Thursday, February 11, 2016

Who Were the Black Panthers?

We owe it to Beyonce. During the Super Bowl half time show Mrs. Jay Z provoked a national conversation on a 1960s insurgent, revolutionary group called the Black Panthers.

Nowadays, the Panthers are seen as politically correct warriors for social justice, so their actions have been romanticized beyond recognition.

Writing in Front Page Magazine, John Perazzo reminds us of the truth about the Black Panthers (via Maggie's Farm):

Portraying law-enforcement officers as the indisputably racist agents of a racist nation, the Panthers regularly tried to defy and provoke police—“pigs,” as they contemptuously called them—by appearing in public places carrying loaded firearms. On May 2, 1967, for instance, more than two-dozen Panthers brandishing guns famously walked into a meeting of the California State Assembly to protest a proposed piece of legislation. Panther leader Eldridge Cleaver acknowledged years later (in 1986): “We [Panthers] would go out and ambush cops, but if we got caught we would blame it on them and claim innocence.”

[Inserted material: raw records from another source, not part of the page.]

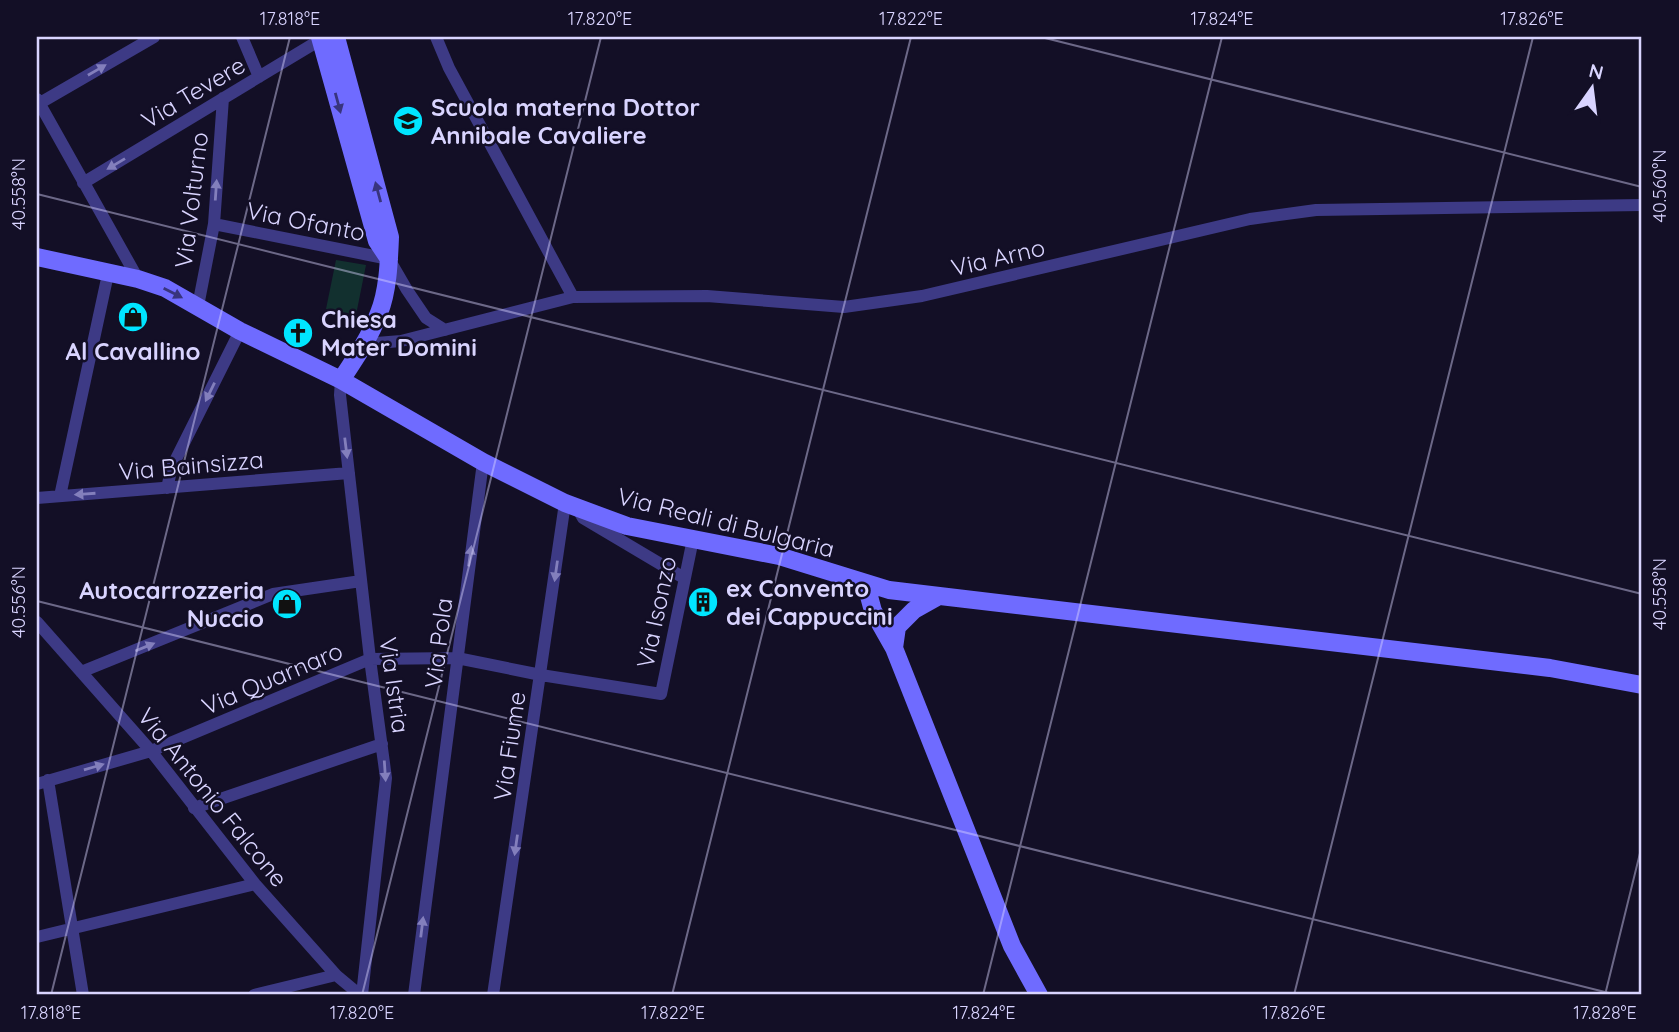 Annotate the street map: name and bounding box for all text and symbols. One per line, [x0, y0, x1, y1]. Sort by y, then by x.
text: 17.818°E [260, 7, 320, 30]
text: 17.820°E [568, 7, 632, 30]
text: 17.822°E [879, 7, 943, 30]
text: 17.824°E [1190, 7, 1254, 30]
text: 17.826°E [1500, 7, 1564, 30]
street label: Via Tevere [136, 49, 250, 135]
north arrow [1556, 52, 1626, 122]
text: N [1586, 58, 1606, 85]
one-way arrow [87, 64, 106, 76]
one-way arrow [334, 92, 344, 113]
place label: Scuola materna Dottor Annibale Cavaliere [431, 92, 700, 150]
school or university icon: Scuola materna Dottor Annibale Cavaliere [391, 104, 425, 138]
street label: Via Volturno [168, 130, 214, 270]
text: 40.560°N [1648, 150, 1671, 222]
one-way arrow [106, 157, 126, 170]
text: 40.558°N [7, 158, 30, 230]
one-way arrow [211, 179, 222, 201]
one-way arrow [372, 181, 383, 203]
street label: Via Ofanto [244, 195, 368, 247]
street label: Via Arno [948, 232, 1048, 282]
one-way arrow [164, 286, 184, 298]
shop icon: Al Cavallino [116, 300, 150, 334]
place label: Chiesa Mater Domini [321, 304, 477, 362]
church icon: Chiesa Mater Domini [281, 316, 315, 350]
place label: Al Cavallino [66, 336, 200, 366]
one-way arrow [204, 382, 215, 402]
one-way arrow [340, 437, 351, 459]
street label: Via Bainsizza [117, 444, 265, 486]
street label: Via Reali di Bulgaria [614, 481, 838, 563]
one-way arrow [74, 489, 96, 500]
one-way arrow [465, 545, 476, 567]
street label: Via Isonzo [630, 553, 682, 671]
text: 40.558°N [1648, 558, 1671, 630]
one-way arrow [550, 560, 561, 582]
text: 40.556°N [7, 566, 30, 638]
place label: ex Convento dei Cappuccini [726, 573, 893, 631]
place label: Autocarrozzeria Nuccio [79, 575, 264, 633]
building icon: ex Convento dei Cappuccini [686, 585, 720, 619]
shop icon: Autocarrozzeria Nuccio [270, 587, 304, 621]
street label: Via Pola [418, 596, 458, 690]
street label: Via Quarnaro [197, 635, 347, 721]
street label: Via Istria [373, 635, 417, 735]
one-way arrow [134, 641, 155, 652]
street label: Via Fiume [486, 689, 532, 803]
street label: Via Antonio Falcone [132, 702, 294, 892]
one-way arrow [380, 760, 391, 782]
one-way arrow [83, 762, 104, 772]
one-way arrow [510, 834, 521, 856]
one-way arrow [416, 916, 427, 938]
text: 17.818°E [21, 1001, 81, 1024]
text: 17.820°E [330, 1001, 394, 1024]
text: 17.822°E [641, 1001, 705, 1024]
text: 17.824°E [952, 1001, 1016, 1024]
text: 17.826°E [1262, 1001, 1326, 1024]
text: 17.828°E [1573, 1001, 1637, 1024]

Of course, ambushing the police wasn't the only thing the Panthers knew how to do. They also perfected the fine arts of dealing drugs, pimping prostitutes, extorting money, stealing property, beating people senseless, and on at least a dozen occasions, committing homicide. In 1969 alone, Panther members were arrested 348 times for murder, armed robbery, rape, and burglary. How often did they commit these and other serious crimes without getting arrested? That's anybody's guess.

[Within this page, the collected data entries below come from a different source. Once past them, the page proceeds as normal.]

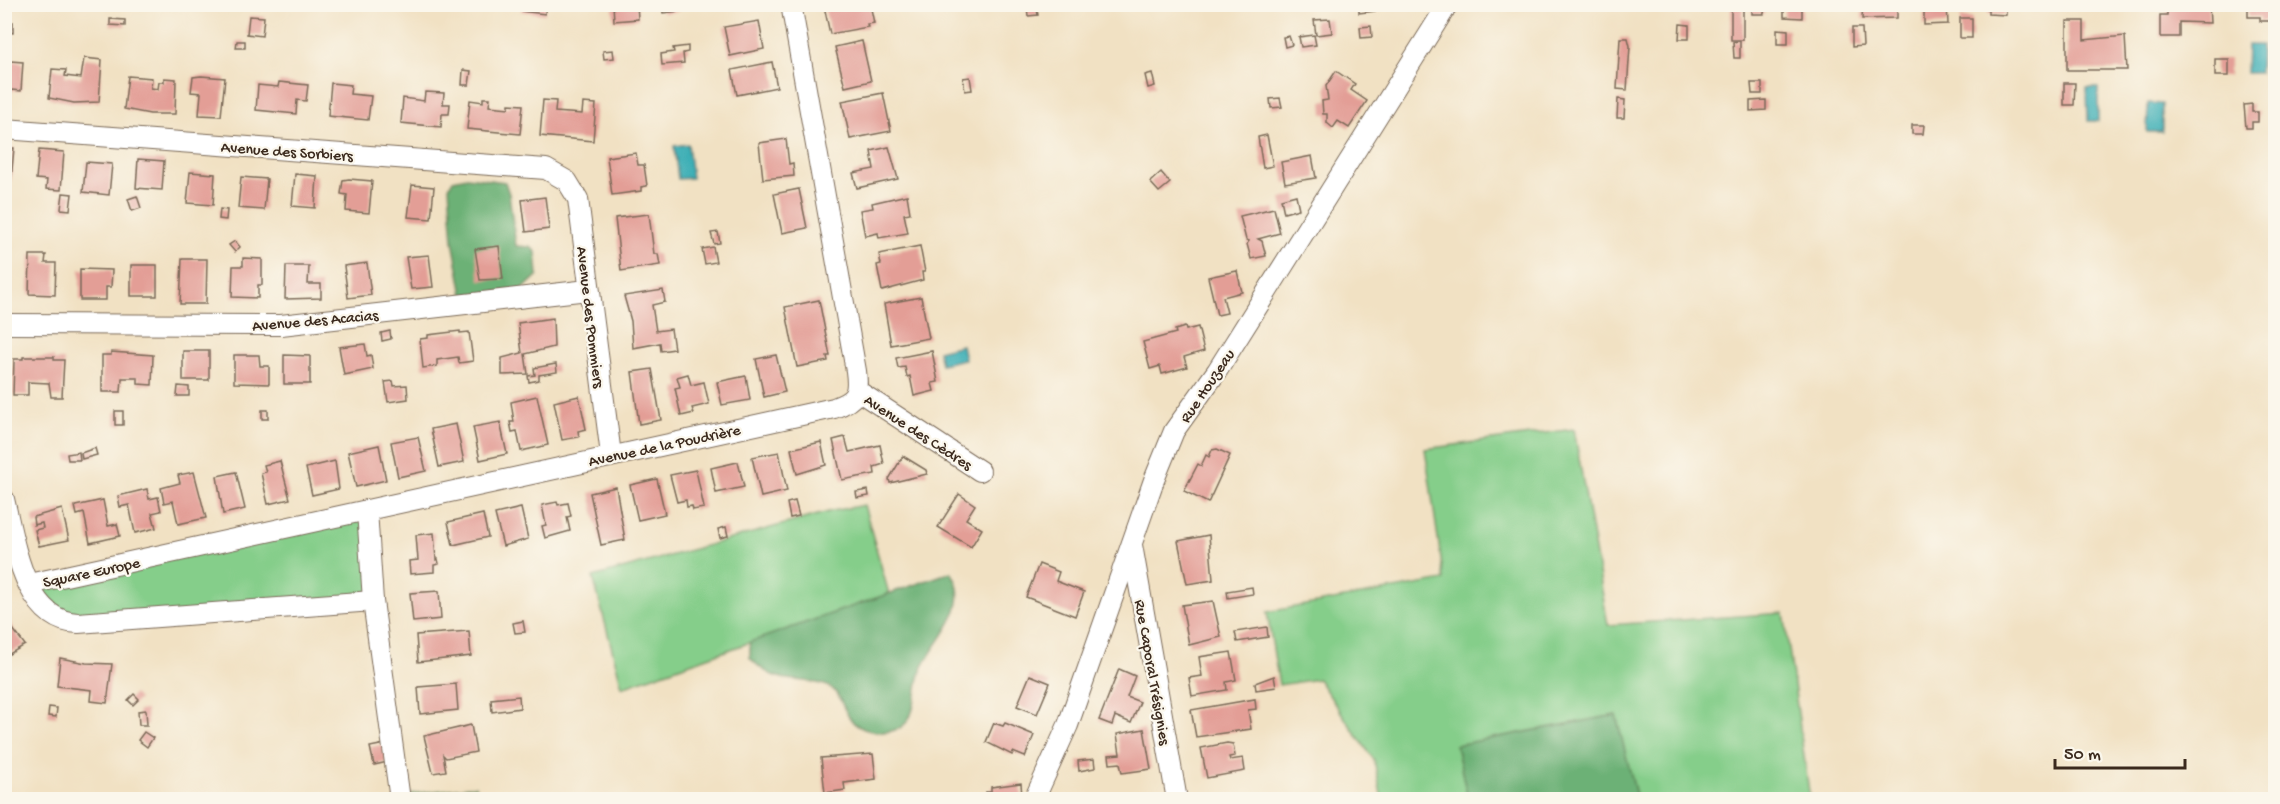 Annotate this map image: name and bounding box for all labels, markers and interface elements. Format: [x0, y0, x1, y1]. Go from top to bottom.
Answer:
street label: Avenue des Sorbiers [220, 139, 355, 168]
street label: Avenue des Pommiers [570, 246, 607, 390]
street label: Avenue des Acacias [251, 307, 380, 337]
street label: Rue Houzeau [1177, 346, 1241, 427]
street label: Avenue des Cèdres [859, 392, 976, 477]
street label: Avenue de la Poudrière [587, 422, 743, 473]
street label: Square Europe [41, 555, 143, 594]
street label: Rue Caporal Trésignies [1128, 598, 1173, 748]
scale bar [2055, 732, 2186, 770]
text: 50 m [2064, 745, 2101, 766]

Of course, the Panthers hated capitalism and America. They wanted to foment a Communist revolution… so that America could become more like Mao’s China:

Because the Panthers hated America, they naturally detested capitalism and revered Communism. David Hilliard, for one, lauded the many graces of “Marxism-Leninism.” Eldridge Cleaver once wrote that “if you look around the world, you will see that the only countries which have liberated themselves and managed to withstand the tide of counter-revolution are precisely those countries that have strongly Marxist-Leninist parties.” The Panthers made Mao Zedong's iconic Red Book required reading for all their members, and sold copies of it to students at UC Berkeley to raise funds for the purchase of shotguns. And for guidance in how to establish revolutionary socialism in the United States, the Panthers studied the works of Karl Marx, Vladimir Lenin, Che Guevara, Ho Chi Minh, and Frantz Fanon.

It’s certainly a good thing to recall the truth about the Black Panthers.

3 comments:

Ares Olympus said...

John Perazzo: Panther leader Eldridge Cleaver acknowledged years later (in 1986): “We [Panthers] would go out and ambush cops, but if we got caught we would blame it on them and claim innocence.”

It is enlightening when you have such explicit confessions, so we can condemn the sin, but not the sinner. I think that's what confessions are about, right?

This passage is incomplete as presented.